→ Data to process:
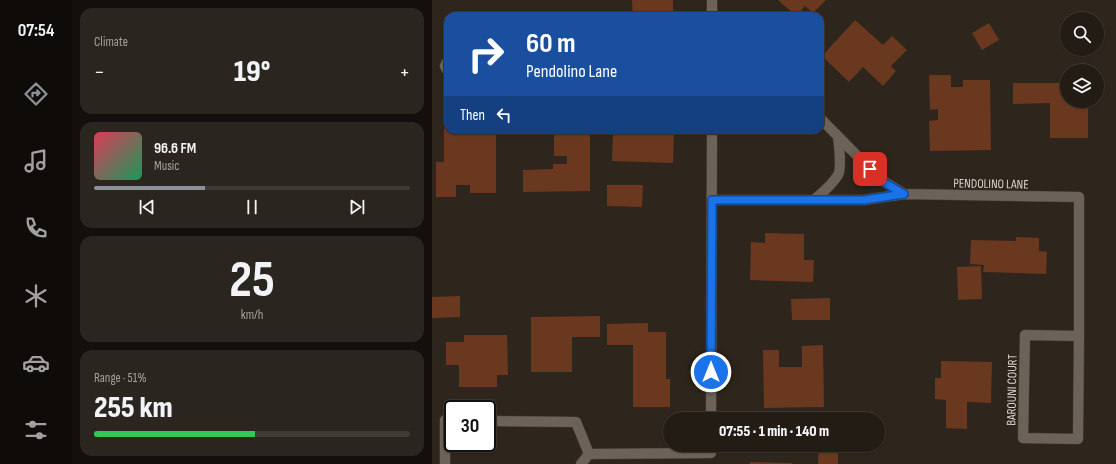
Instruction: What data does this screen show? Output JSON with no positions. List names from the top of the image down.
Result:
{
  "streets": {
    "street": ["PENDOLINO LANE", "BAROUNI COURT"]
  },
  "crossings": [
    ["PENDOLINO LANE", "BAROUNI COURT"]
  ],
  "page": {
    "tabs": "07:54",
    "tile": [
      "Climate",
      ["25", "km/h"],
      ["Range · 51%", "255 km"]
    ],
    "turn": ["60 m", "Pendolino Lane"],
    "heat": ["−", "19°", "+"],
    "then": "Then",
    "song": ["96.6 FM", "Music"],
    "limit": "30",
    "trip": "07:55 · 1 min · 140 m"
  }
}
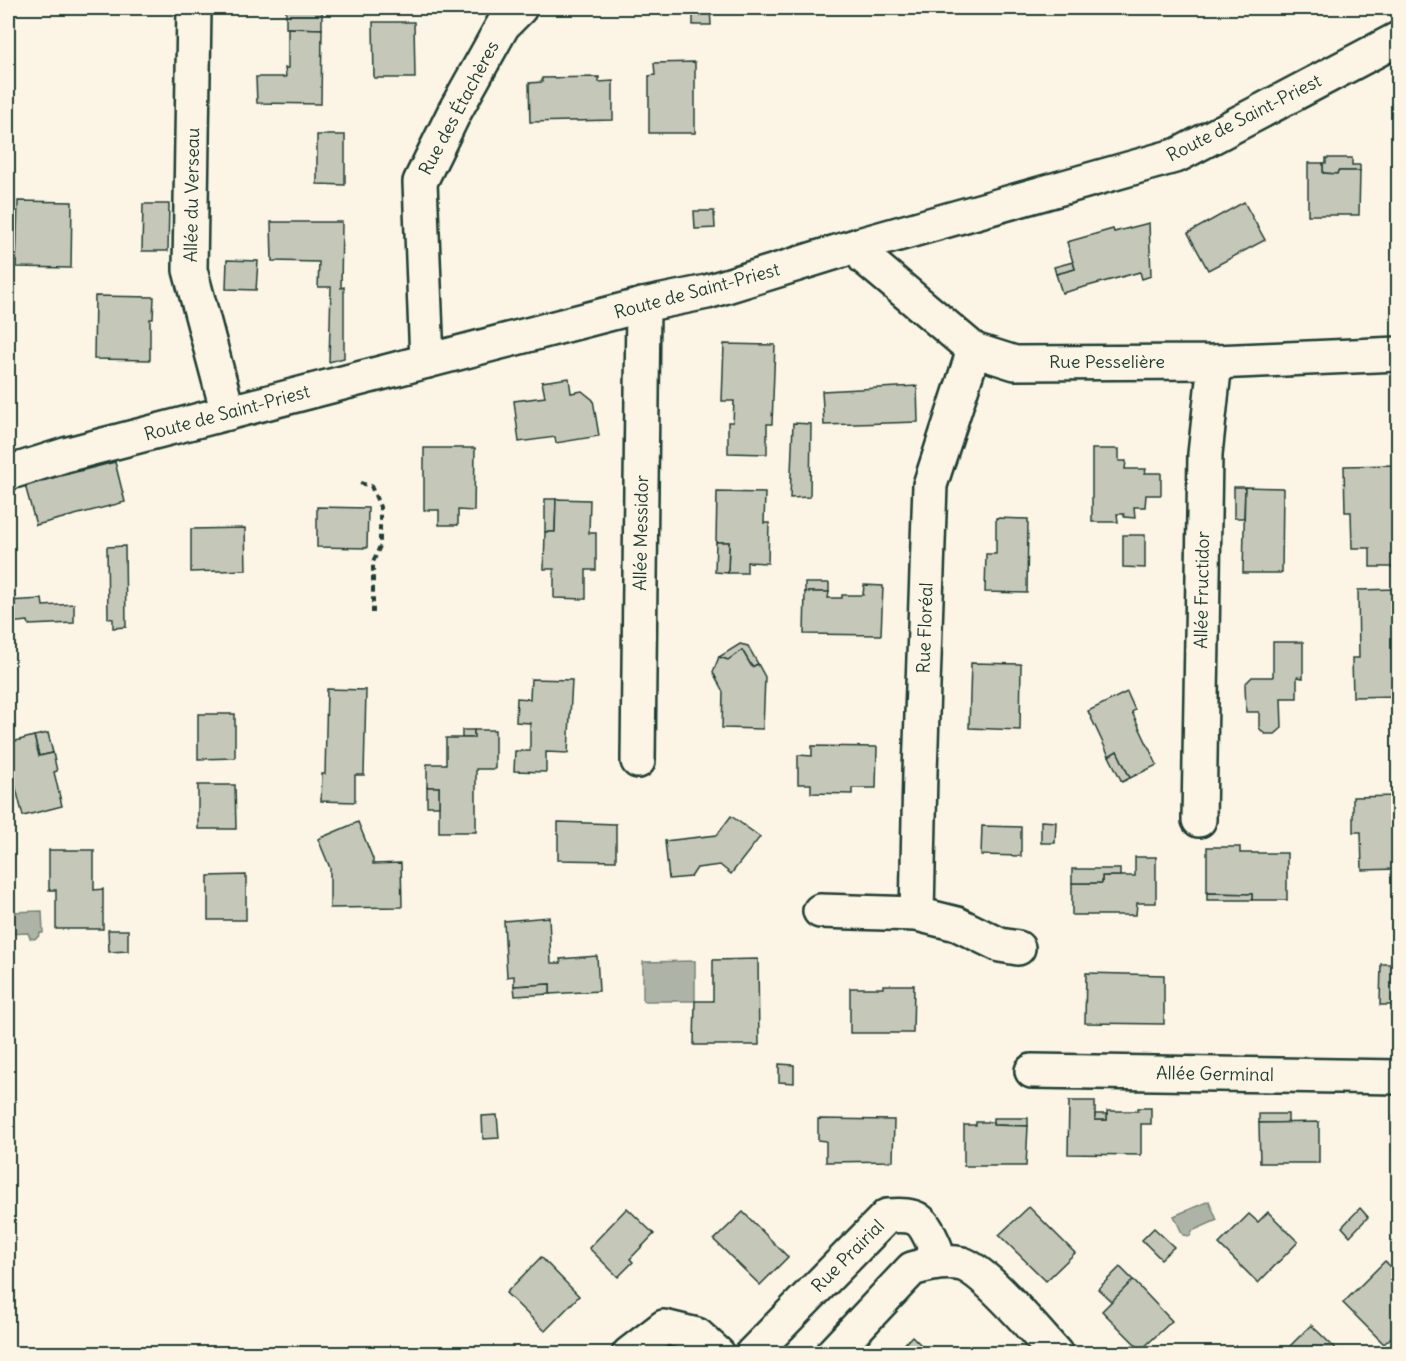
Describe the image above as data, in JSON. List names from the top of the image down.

→ About this exercise: Only the lines containing "JSON" are needed; copy each of them from the data.

→ Completed task:
Instruction: What data does this screen show? Output JSON with no positions. List names from the top of the image down.
Describe the image above as data, in JSON. List names from the top of the image down.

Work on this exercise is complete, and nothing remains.